* _PROBLEM DESCRIPTION_: Tally the lines below containing "lineWidth" and report only the total.

---------- SOURCE DATA

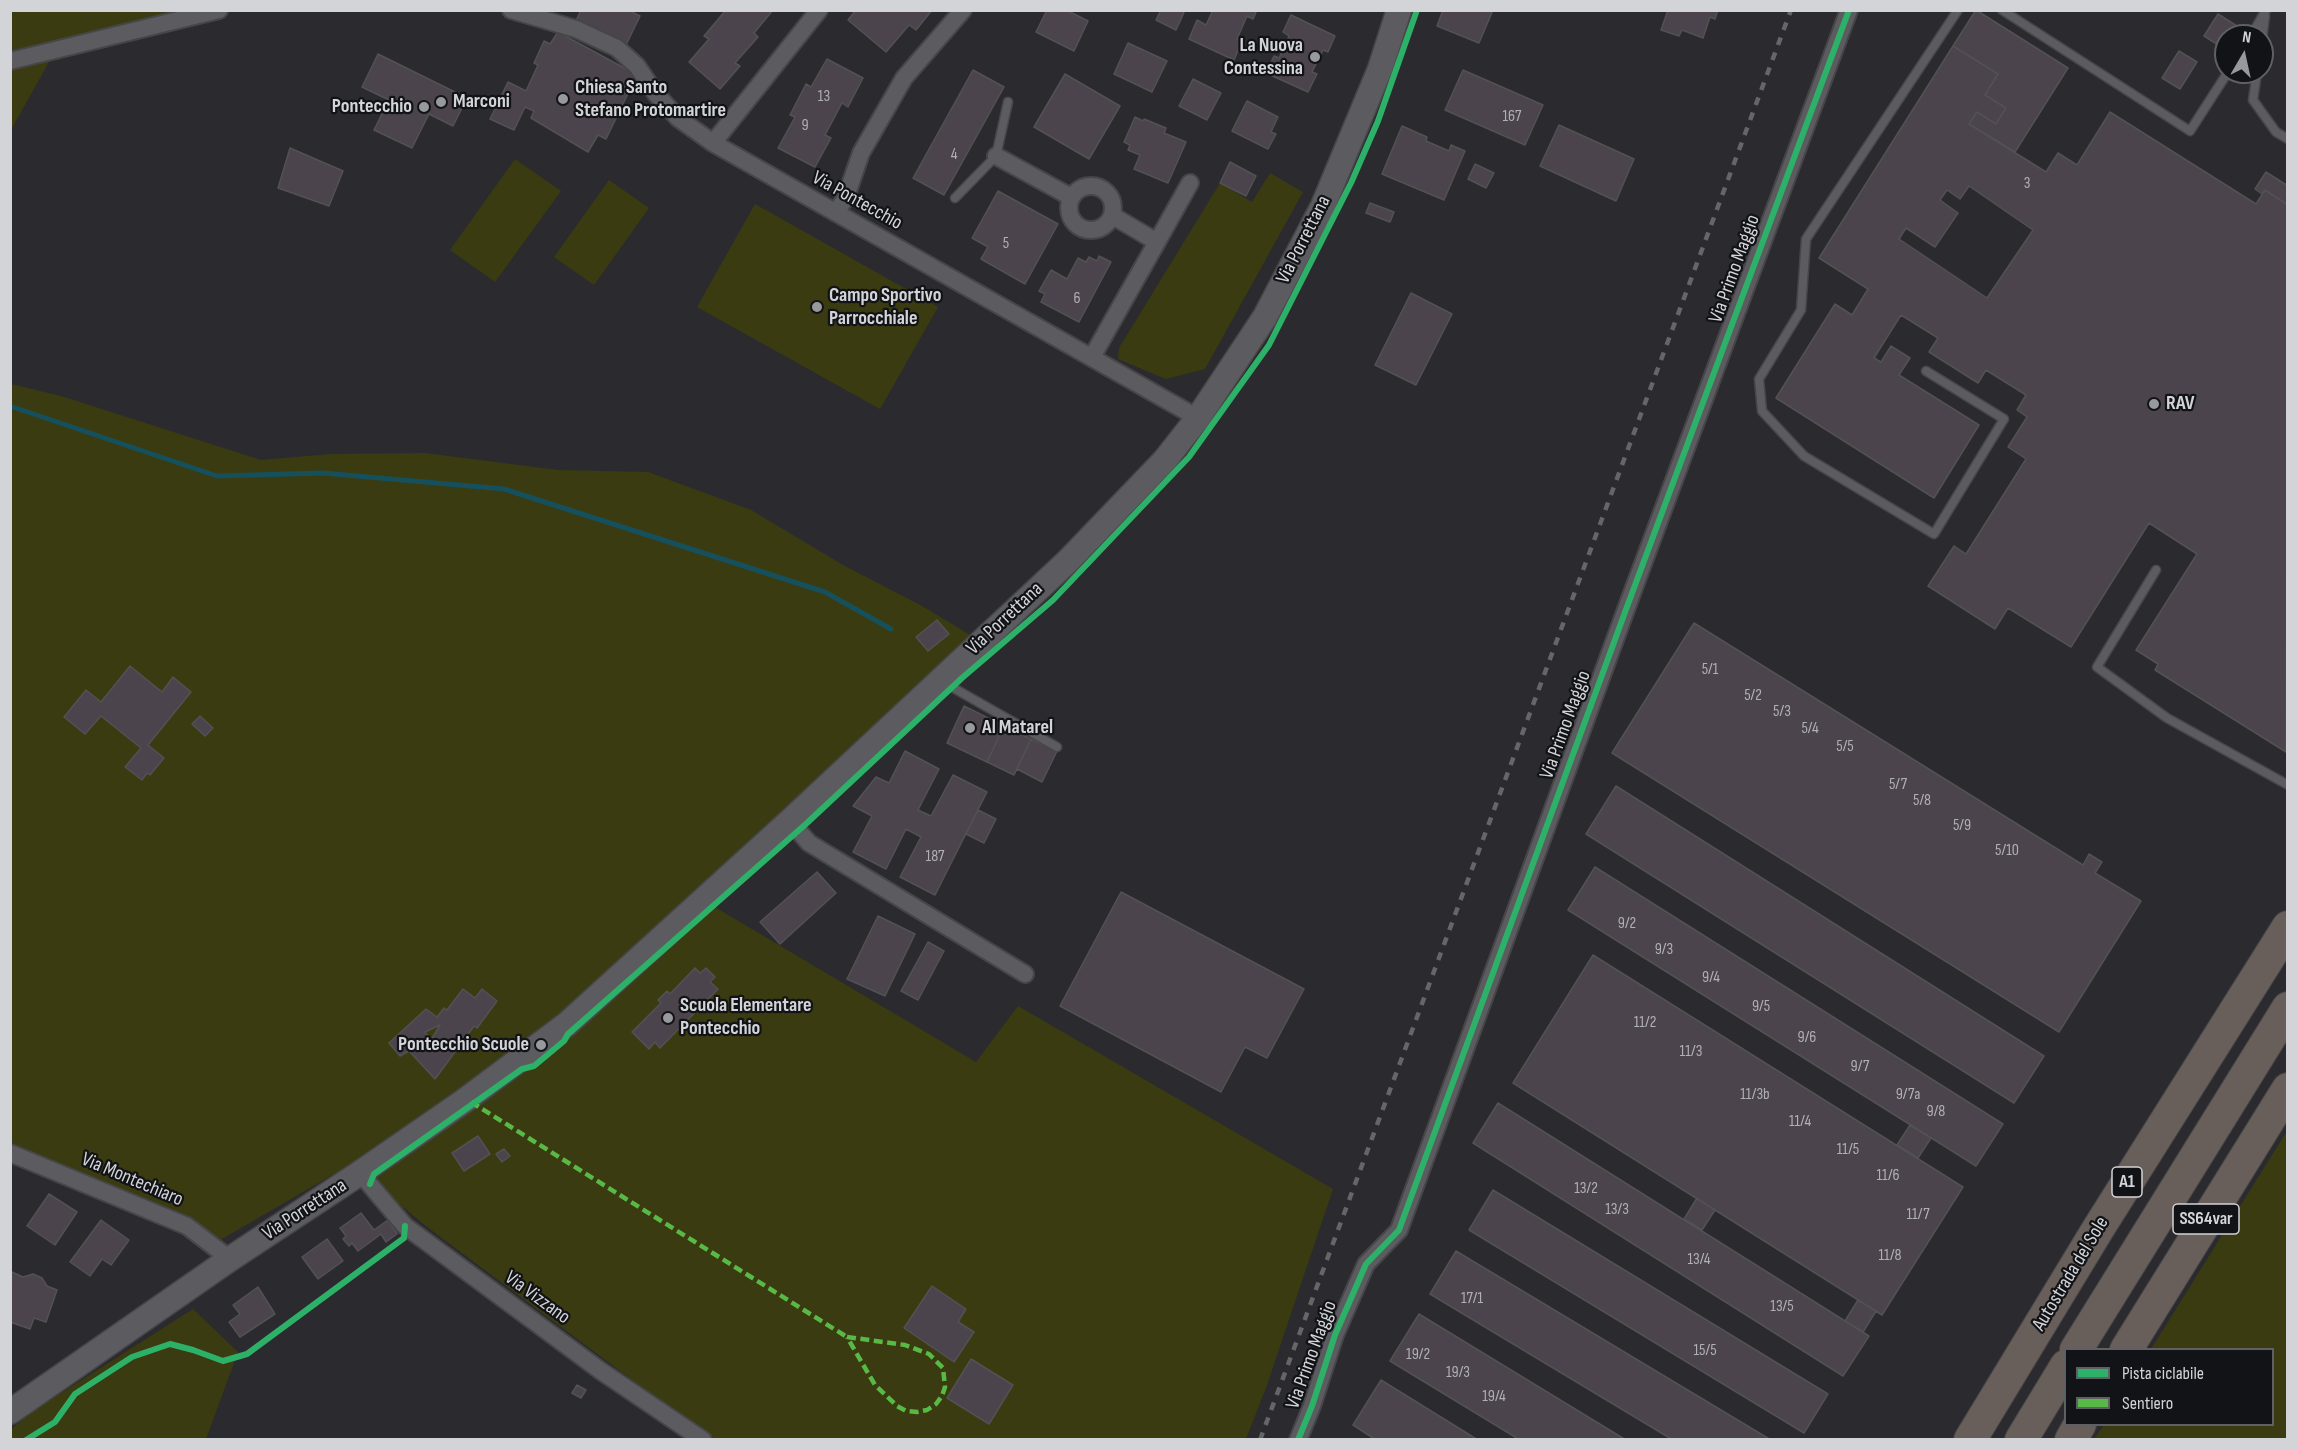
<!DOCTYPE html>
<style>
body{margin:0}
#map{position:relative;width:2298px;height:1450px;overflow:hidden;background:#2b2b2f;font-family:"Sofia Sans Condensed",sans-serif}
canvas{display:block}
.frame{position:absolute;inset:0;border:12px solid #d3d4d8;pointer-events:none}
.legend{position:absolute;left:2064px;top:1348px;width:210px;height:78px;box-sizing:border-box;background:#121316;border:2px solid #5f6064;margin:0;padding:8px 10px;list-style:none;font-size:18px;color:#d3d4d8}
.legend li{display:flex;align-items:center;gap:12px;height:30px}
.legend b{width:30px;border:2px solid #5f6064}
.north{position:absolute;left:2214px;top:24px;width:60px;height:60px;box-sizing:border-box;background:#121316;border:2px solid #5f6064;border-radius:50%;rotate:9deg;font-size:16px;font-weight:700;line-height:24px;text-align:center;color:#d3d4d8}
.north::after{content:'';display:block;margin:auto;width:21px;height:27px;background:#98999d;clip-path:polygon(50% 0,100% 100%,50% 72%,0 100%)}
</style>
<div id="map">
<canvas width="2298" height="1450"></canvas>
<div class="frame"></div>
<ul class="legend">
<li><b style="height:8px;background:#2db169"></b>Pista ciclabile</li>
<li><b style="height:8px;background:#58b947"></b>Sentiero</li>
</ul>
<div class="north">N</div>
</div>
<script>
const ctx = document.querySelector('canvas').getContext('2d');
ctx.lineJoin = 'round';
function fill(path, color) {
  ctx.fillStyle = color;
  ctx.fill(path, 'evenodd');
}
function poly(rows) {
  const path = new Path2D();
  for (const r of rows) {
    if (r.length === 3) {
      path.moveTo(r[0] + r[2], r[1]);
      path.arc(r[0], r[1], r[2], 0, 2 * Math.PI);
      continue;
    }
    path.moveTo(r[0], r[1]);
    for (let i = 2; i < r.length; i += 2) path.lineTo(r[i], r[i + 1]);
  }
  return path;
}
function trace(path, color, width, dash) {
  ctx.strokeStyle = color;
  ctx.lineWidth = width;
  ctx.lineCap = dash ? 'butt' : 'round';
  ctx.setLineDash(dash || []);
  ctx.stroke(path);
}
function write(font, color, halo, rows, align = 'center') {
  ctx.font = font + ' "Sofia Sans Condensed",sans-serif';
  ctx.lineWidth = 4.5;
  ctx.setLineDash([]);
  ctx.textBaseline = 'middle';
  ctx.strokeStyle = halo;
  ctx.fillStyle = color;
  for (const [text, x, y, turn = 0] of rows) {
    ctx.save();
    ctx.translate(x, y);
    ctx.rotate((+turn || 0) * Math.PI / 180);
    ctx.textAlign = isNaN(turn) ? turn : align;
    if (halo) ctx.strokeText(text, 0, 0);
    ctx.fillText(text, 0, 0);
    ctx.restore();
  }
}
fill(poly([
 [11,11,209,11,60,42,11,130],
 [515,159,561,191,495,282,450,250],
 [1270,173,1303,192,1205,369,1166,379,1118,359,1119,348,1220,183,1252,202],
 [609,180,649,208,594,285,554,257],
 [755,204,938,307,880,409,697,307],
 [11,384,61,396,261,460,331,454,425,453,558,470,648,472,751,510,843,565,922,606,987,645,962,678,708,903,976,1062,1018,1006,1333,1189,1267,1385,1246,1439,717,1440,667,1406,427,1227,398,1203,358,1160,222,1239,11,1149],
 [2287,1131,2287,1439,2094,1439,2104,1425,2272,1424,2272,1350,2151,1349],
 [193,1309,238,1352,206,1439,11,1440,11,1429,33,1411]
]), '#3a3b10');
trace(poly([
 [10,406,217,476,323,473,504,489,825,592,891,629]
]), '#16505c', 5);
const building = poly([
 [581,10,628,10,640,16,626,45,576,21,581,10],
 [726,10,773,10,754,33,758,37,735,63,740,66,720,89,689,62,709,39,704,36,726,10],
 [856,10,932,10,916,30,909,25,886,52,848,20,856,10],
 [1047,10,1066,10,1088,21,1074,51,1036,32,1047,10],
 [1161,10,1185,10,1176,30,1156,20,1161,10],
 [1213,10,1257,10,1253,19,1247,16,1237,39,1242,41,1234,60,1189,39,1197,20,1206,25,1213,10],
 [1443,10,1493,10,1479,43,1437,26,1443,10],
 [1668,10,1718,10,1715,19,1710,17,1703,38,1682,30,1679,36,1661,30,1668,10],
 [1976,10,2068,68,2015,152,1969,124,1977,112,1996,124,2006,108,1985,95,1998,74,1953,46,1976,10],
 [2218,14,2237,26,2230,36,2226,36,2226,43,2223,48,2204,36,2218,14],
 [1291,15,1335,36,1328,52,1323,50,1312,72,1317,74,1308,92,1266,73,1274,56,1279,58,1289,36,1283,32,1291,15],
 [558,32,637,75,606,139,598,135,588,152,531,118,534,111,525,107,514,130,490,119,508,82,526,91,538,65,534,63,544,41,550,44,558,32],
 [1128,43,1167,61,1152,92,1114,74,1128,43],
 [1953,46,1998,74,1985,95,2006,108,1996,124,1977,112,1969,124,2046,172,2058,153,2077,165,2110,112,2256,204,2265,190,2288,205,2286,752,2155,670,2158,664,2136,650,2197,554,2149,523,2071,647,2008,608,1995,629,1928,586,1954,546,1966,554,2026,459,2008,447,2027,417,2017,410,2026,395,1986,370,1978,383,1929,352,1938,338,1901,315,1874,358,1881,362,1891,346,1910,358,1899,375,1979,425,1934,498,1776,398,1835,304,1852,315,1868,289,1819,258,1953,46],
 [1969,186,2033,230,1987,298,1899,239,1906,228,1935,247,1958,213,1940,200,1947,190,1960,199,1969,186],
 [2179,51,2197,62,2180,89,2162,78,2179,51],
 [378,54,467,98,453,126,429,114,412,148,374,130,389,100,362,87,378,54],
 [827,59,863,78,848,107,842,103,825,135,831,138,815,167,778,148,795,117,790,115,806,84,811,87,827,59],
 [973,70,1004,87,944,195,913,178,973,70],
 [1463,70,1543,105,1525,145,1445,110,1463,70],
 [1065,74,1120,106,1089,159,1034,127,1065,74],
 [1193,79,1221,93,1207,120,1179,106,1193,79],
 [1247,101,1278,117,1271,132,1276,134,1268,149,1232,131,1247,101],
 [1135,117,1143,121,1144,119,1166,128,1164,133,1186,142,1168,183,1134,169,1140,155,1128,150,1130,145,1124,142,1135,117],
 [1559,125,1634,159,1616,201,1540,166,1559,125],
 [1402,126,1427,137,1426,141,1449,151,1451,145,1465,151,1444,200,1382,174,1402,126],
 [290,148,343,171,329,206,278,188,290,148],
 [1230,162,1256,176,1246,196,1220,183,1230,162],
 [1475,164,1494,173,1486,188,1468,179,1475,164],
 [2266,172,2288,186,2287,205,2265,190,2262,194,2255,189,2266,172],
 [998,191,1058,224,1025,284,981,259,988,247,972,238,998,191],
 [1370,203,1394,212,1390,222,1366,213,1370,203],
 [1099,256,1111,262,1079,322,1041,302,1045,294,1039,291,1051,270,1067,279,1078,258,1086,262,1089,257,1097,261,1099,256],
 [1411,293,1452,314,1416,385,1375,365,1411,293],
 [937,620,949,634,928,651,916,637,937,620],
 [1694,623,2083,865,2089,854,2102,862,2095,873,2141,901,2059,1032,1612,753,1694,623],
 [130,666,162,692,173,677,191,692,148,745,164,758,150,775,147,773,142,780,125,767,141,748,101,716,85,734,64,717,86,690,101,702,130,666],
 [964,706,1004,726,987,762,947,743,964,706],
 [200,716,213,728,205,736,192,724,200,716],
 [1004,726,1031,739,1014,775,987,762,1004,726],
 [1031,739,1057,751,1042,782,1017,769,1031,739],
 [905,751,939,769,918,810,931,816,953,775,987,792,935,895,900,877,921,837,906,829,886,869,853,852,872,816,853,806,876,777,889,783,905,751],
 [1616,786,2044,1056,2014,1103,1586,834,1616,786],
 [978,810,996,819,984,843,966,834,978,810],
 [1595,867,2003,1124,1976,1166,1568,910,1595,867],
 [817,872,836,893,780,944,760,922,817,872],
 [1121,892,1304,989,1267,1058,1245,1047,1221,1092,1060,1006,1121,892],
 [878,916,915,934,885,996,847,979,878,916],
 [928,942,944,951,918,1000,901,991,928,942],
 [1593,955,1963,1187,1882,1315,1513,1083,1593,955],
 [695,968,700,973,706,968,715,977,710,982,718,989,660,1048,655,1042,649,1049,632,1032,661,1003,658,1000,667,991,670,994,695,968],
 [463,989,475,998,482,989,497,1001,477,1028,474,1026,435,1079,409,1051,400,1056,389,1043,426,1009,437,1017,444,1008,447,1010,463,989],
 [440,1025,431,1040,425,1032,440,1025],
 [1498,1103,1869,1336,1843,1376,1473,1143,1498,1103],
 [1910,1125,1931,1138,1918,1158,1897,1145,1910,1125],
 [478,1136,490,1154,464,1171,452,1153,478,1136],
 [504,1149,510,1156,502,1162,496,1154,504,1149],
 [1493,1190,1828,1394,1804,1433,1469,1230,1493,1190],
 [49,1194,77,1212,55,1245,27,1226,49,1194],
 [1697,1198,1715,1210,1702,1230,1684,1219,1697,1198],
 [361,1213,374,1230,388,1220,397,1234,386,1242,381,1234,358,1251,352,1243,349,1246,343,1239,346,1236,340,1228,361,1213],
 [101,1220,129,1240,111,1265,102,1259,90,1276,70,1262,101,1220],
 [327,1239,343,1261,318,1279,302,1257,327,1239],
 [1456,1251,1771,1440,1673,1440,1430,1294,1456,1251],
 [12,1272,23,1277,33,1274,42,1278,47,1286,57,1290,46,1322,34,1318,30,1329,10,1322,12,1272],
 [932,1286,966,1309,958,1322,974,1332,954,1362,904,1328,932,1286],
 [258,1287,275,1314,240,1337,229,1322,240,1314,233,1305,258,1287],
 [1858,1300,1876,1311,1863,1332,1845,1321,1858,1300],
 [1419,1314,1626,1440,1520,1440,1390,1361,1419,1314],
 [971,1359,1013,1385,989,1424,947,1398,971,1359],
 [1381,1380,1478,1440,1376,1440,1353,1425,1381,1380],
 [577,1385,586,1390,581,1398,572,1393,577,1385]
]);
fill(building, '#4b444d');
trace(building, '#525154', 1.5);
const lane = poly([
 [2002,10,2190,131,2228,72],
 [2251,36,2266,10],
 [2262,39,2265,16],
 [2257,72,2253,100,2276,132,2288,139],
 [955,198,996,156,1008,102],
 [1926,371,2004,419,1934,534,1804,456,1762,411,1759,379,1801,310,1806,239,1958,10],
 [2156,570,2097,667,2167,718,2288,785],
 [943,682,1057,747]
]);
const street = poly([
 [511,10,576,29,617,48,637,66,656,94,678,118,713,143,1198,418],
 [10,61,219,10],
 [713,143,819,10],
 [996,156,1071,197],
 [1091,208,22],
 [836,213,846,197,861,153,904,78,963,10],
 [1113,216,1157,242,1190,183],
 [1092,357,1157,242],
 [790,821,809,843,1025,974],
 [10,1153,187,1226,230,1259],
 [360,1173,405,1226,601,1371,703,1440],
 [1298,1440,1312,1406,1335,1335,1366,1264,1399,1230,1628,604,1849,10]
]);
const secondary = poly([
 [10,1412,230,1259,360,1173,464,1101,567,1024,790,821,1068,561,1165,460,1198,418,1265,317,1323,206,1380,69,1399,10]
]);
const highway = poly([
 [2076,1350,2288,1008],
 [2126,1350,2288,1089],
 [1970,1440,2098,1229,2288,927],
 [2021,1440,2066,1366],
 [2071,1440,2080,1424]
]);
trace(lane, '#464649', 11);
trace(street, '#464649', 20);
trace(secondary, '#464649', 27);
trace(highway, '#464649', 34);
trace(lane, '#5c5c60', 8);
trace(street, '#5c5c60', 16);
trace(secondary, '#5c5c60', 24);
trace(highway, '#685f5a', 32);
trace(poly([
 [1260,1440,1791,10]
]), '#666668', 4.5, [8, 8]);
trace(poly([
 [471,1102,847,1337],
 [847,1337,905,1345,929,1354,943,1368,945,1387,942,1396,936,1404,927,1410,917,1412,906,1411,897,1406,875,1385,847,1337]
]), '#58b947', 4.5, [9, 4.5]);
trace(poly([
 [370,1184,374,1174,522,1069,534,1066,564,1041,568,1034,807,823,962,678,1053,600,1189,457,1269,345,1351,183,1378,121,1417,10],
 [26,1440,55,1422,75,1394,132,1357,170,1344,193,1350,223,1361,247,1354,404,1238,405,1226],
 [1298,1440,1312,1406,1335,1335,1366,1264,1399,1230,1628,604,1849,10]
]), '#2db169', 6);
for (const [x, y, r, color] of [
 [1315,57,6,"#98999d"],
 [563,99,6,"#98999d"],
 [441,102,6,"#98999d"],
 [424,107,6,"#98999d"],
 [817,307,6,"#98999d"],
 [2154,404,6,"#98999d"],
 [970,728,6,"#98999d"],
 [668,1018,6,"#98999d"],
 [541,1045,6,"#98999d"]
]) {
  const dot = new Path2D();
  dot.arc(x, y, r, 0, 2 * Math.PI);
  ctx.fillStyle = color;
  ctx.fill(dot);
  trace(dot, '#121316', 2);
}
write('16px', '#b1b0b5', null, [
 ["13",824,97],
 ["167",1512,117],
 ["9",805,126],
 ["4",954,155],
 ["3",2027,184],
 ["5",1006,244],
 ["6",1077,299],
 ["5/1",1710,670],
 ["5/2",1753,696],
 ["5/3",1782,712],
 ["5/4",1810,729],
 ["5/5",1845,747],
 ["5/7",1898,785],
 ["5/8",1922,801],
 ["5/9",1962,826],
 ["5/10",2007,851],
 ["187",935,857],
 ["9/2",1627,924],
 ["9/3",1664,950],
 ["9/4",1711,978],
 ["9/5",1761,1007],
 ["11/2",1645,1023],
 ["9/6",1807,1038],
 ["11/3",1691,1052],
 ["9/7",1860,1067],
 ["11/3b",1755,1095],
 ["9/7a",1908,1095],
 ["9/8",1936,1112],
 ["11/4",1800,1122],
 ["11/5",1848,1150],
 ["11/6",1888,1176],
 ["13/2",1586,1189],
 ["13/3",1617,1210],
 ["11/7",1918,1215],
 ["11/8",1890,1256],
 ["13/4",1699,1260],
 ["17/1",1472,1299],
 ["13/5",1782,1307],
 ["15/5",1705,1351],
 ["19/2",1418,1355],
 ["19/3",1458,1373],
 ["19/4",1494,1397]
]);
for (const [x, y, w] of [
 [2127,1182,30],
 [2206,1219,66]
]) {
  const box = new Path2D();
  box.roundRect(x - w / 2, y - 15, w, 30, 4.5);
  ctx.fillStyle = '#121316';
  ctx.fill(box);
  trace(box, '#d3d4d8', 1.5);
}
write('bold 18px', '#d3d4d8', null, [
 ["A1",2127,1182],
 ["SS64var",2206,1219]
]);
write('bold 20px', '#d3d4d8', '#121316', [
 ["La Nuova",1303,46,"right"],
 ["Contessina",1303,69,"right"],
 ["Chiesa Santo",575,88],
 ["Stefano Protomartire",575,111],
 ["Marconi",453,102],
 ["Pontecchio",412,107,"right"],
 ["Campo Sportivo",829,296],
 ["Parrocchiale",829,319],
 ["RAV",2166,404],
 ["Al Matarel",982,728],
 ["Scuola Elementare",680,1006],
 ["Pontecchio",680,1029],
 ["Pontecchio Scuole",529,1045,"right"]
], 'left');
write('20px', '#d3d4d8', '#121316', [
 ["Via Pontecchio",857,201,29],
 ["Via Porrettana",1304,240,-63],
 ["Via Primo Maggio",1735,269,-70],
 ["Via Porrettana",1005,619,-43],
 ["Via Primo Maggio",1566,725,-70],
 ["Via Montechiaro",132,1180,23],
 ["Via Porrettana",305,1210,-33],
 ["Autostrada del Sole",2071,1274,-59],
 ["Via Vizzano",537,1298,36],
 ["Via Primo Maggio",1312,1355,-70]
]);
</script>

--------------------

* _EXERCISE SOLUTION_: 2